- _DIRECTIONS_: Only the text belongs in the copy: repeat each record exactly, without pictures.

________________________

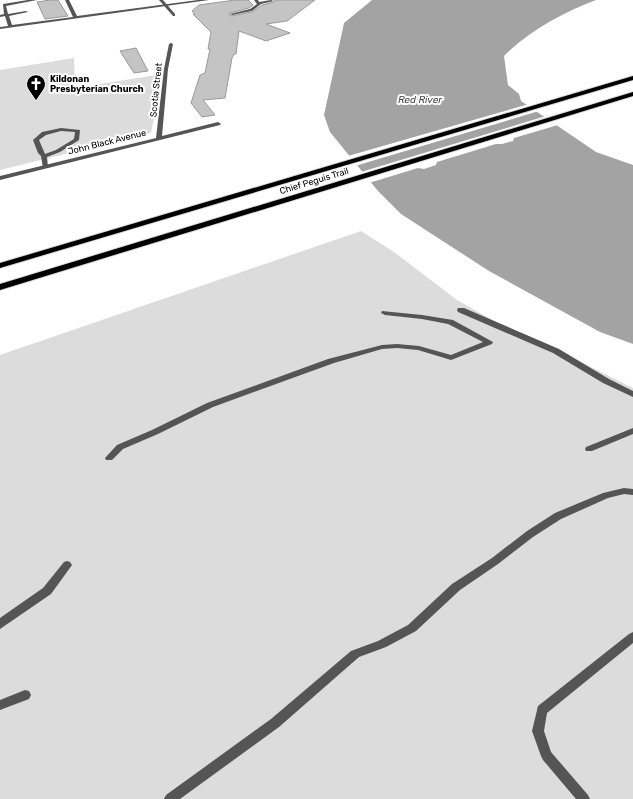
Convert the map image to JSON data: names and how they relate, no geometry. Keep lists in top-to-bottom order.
{
  "streets": {
    "main road": ["Chief Peguis Trail"],
    "street": ["Scotia Street", "John Black Avenue"]
  },
  "crossings": [
    ["Scotia Street", "John Black Avenue"]
  ],
  "water": ["Red River"],
  "places": {
    "church": ["Kildonan Presbyterian Church"]
  }
}
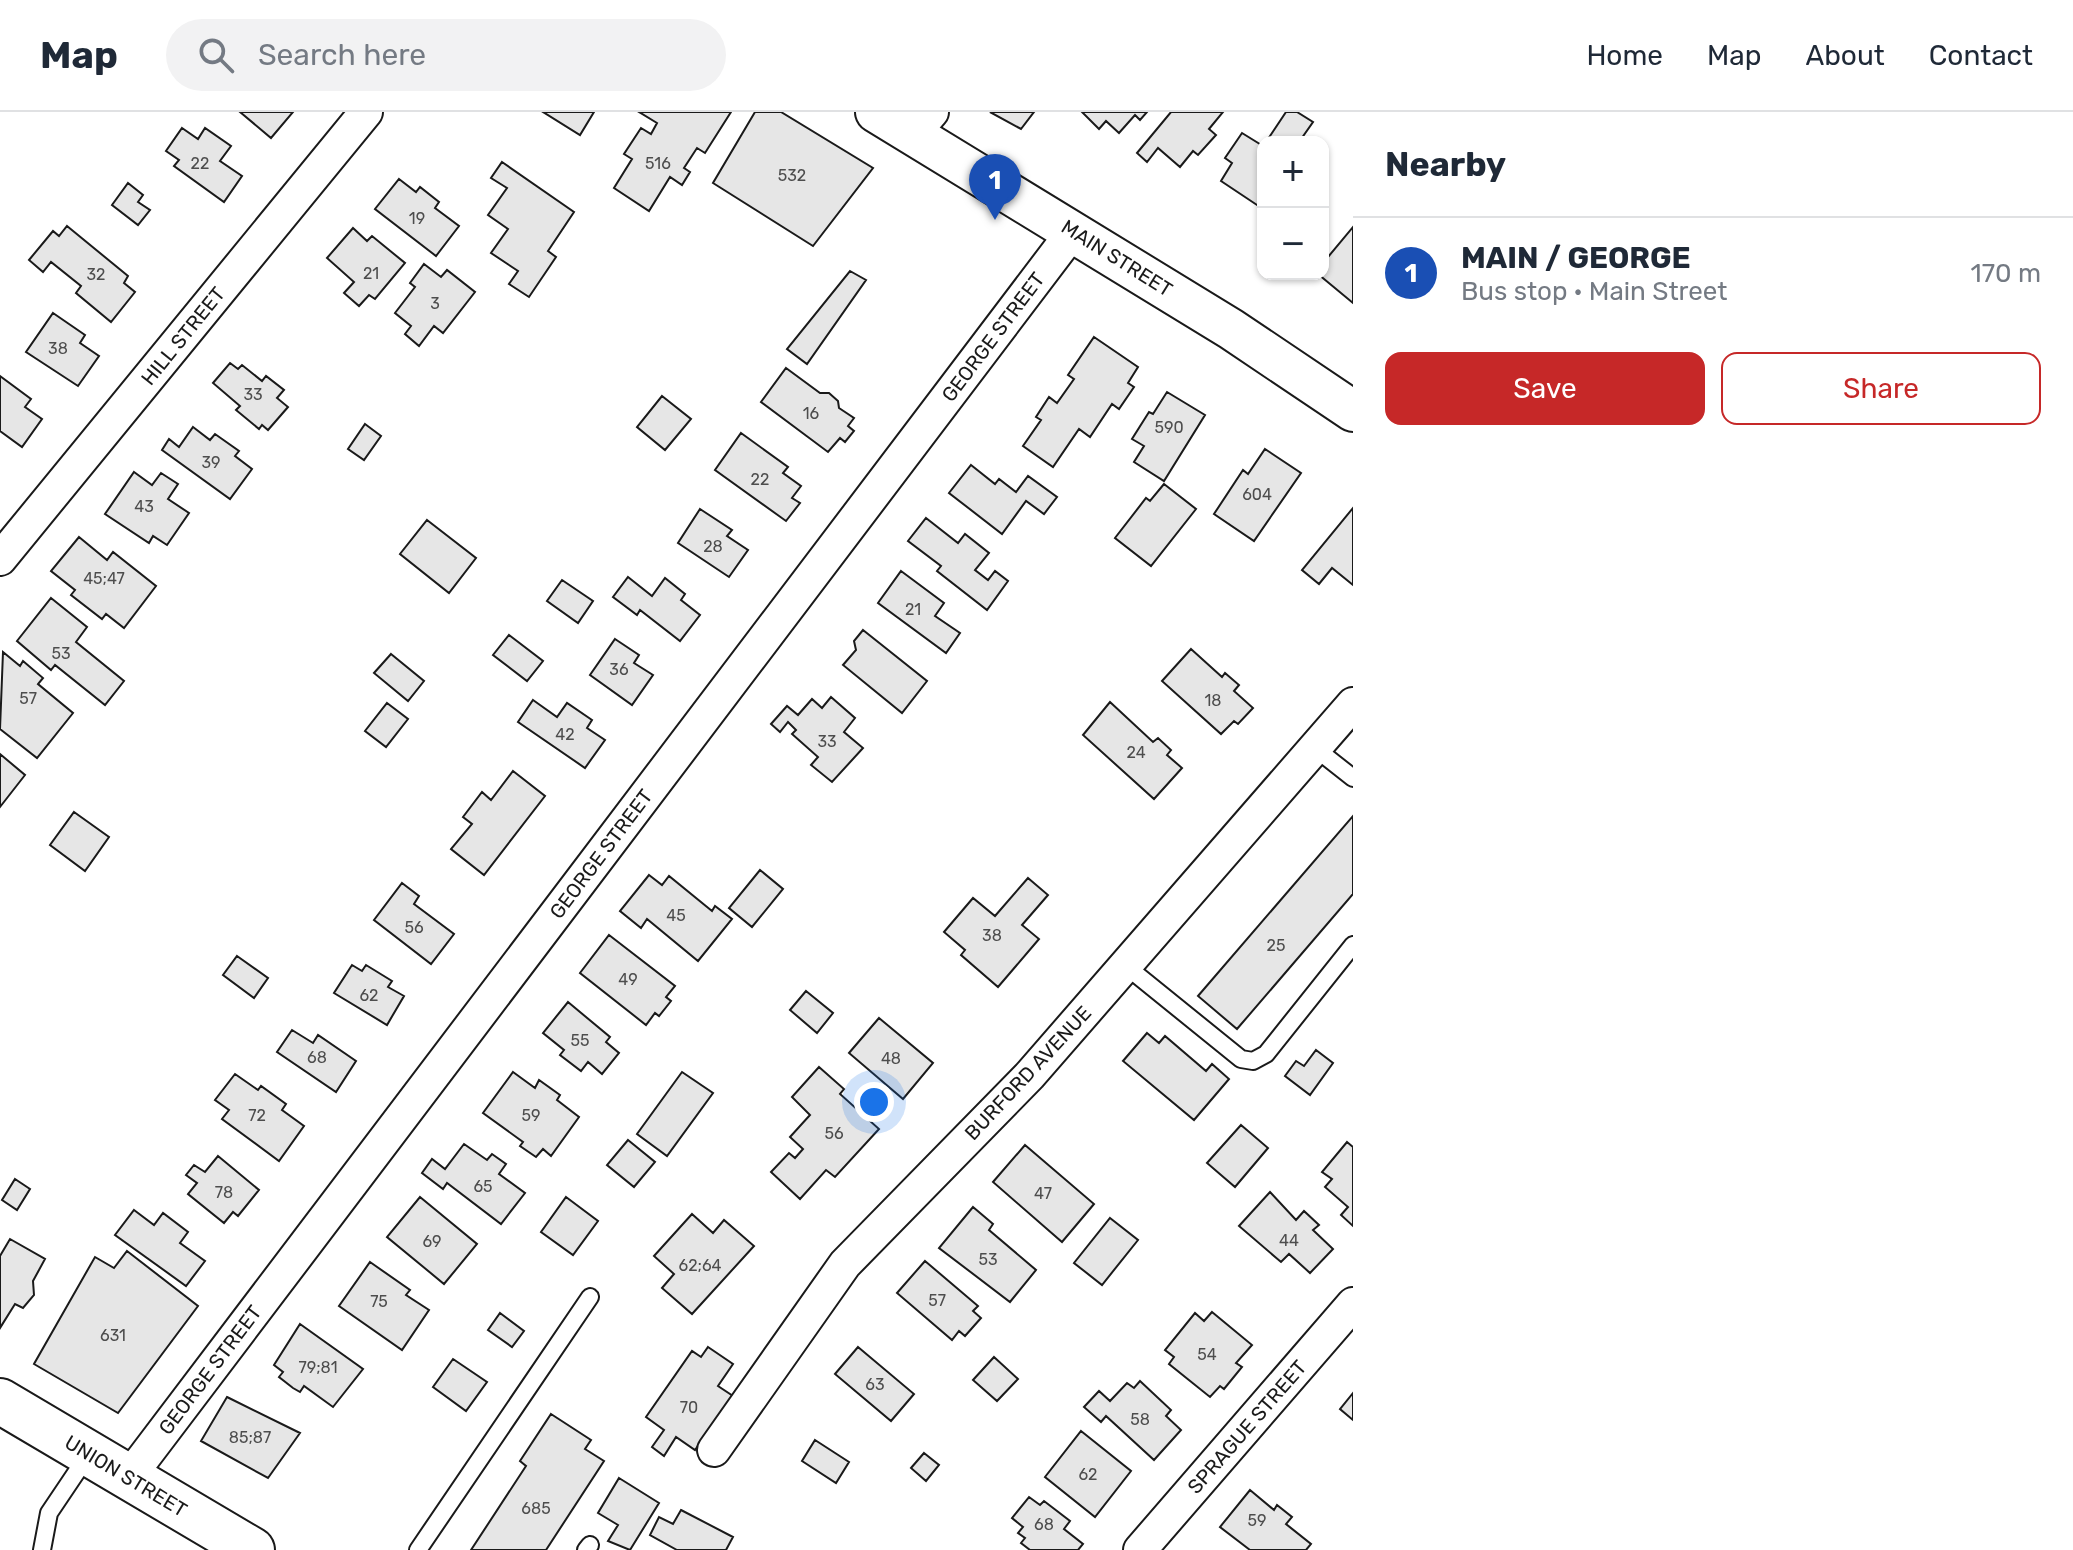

________________________

- _OUTPUT OF THE TASK_:
Convert the map image to JSON data: names and how they relate, no geometry. Keep lists in top-to-bottom order.
{
  "streets": {
    "main road": ["Chief Peguis Trail"],
    "street": ["Scotia Street", "John Black Avenue"]
  },
  "crossings": [
    ["Scotia Street", "John Black Avenue"]
  ],
  "water": ["Red River"],
  "places": {
    "church": ["Kildonan Presbyterian Church"]
  }
}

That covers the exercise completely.